National Federation of Federal Employees , Local 1309 v. Department of Interior - Oral Argument - November 09, 1998

National Federation of Federal Employees , Local 1309 v. Department of Interior

Media for National Federation of Federal Employees , Local 1309 v. Department of Interior

Audio Transcription for Opinion Announcement - March 03, 1999 in National Federation of Federal Employees , Local 1309 v. Department of Interior

Audio Transcription for Oral Argument - November 09, 1998 in National Federation of Federal Employees , Local 1309 v. Department of Interior

William H. Rehnquist:

We'll hear argument now in Number 97 1184, the National Federation of Federal Employees v. The Department of the Interior, and a companion case.

Mr. Smith.

David M. Smith:

Mr. Chief Justice, and may it please the Court--

This case involves the Federal Labor Relations Authority's interpretation of its own organic statute.

The Authority has concluded that the Federal Service Labor Management Relations statute obligates an agency to bargain over union initiated proposals offered during the term of a collective bargaining agreement.

William H. Rehnquist:

Didn't the agency at one time have a different position and then changed its position just as a result of the decision of the Court of Appeals of the District of Columbia Circuit?

David M. Smith:

Mr. Chief Justice, the Federal Labor Relations Authority indeed did originally come down on the opposite side of this question in its IRS I decision.

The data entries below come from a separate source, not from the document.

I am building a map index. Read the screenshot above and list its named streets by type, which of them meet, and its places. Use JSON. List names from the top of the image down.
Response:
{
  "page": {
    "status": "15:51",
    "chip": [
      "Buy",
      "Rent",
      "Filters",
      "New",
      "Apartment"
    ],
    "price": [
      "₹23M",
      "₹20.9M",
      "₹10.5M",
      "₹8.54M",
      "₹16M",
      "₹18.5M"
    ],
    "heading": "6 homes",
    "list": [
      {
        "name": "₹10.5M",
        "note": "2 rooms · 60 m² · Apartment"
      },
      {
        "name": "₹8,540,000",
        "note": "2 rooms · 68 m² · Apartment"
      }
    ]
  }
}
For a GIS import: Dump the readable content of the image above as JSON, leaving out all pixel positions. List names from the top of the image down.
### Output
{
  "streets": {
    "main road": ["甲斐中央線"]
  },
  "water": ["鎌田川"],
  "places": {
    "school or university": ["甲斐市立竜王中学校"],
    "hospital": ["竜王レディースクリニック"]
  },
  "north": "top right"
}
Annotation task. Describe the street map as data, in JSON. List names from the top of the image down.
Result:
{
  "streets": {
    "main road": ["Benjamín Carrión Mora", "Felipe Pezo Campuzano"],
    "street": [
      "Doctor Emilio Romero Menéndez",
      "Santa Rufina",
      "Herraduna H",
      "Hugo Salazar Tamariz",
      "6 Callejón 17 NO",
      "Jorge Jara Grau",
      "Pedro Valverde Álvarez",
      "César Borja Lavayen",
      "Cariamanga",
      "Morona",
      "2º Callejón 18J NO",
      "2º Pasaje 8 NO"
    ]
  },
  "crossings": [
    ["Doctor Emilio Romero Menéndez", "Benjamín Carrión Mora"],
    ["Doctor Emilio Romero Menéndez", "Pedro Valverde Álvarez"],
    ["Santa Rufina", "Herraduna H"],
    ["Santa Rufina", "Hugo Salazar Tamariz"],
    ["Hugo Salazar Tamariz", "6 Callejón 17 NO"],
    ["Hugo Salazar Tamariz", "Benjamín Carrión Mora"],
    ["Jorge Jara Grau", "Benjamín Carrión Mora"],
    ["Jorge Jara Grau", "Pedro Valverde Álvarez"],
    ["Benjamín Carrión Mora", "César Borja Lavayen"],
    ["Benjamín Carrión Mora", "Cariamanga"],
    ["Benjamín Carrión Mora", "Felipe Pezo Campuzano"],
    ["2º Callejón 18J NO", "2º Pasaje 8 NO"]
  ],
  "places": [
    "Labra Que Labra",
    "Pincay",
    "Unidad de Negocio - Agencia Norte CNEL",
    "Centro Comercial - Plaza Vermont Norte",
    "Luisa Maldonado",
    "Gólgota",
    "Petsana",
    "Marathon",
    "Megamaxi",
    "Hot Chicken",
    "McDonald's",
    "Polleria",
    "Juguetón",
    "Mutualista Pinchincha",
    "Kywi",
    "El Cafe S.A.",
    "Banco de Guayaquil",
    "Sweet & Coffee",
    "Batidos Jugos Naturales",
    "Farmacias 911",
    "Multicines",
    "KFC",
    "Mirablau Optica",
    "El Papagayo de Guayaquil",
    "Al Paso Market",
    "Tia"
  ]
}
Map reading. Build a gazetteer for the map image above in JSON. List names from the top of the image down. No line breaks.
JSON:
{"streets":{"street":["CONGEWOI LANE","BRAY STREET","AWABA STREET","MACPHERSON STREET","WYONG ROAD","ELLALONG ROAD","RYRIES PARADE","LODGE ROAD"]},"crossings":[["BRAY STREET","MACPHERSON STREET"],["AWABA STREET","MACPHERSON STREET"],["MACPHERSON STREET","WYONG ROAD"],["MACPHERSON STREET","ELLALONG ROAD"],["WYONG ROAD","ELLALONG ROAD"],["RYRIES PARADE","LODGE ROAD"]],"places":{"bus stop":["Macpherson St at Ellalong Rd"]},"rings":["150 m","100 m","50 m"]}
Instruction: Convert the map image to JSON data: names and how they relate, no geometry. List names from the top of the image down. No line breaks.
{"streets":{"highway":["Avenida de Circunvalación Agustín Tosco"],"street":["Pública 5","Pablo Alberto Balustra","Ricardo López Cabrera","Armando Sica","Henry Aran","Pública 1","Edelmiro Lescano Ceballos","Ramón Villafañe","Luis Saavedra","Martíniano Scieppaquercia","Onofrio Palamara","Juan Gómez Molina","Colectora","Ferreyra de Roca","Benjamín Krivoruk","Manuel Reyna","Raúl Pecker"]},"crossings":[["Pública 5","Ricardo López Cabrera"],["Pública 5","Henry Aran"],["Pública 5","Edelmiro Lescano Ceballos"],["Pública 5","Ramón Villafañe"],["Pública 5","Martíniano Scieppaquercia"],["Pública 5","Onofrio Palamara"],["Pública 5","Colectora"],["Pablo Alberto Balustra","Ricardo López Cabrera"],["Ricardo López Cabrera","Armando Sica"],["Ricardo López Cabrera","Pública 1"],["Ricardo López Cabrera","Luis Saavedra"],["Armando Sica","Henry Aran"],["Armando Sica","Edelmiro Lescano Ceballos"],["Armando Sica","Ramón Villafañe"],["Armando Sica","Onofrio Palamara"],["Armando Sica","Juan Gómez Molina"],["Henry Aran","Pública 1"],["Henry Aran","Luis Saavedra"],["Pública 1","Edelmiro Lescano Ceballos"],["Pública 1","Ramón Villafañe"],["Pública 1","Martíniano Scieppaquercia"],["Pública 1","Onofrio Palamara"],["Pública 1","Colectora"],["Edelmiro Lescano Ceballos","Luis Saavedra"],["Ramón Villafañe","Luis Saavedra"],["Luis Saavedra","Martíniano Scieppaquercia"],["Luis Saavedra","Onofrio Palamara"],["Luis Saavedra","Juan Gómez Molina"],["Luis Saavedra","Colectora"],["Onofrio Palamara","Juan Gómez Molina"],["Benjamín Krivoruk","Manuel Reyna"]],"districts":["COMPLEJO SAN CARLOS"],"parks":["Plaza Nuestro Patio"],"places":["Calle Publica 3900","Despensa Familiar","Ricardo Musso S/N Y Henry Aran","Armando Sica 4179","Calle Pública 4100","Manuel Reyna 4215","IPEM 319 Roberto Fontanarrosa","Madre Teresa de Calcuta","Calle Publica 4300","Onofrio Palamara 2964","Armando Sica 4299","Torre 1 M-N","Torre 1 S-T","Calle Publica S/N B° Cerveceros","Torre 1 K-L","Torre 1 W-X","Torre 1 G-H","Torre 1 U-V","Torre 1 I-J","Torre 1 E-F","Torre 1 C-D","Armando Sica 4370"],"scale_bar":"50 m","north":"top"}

However, subsequent to the reversal by the Court of Appeals for the District of Columbia the Authority reevaluated the issue and changed its mind, and decided that the statute did, in fact, obligate the agency to bargain.

William H. Rehnquist:

How much choice did it have in the light of the court of appeals decision?

David M. Smith:

The Authority has in several cases, Your Honor, chosen to nonacquiesce in a court of appeals decision with which it disagreed.

We cite in brief cases where we've done this when we disagreed, so the Authority could have, given the multiple venue provisions of our statute, have chosen not to have followed the Court of Appeals for the District of Columbia's decision in this case, but did, in fact, reconsider its original position and decide that the D.C. Circuit was, in fact, correct.

Anthony M. Kennedy:

Are the terms and the substance of the reconsideration set forth on remand from the agency in the IRS case?

Has the agency issued any other adjudicative dispositions or any rules to indicate that it continues to adhere to this position and to add to its reasoning in any respect?

David M. Smith:

Yes, Justice Kennedy, the Authority has, on numerous occasions, subsequent to its IRS II decision in 1987, adhered to the position it took in IRS II and determined that mid term collective bargaining is required under the statute.

The Authority said originally in the case on remand from the District of Columbia that it had reconsidered the issue and thought the District of Columbia Court of Appeals was correct and, despite several reversals by the Fourth Circuit Court of Appeals, the Authority has stuck to its position.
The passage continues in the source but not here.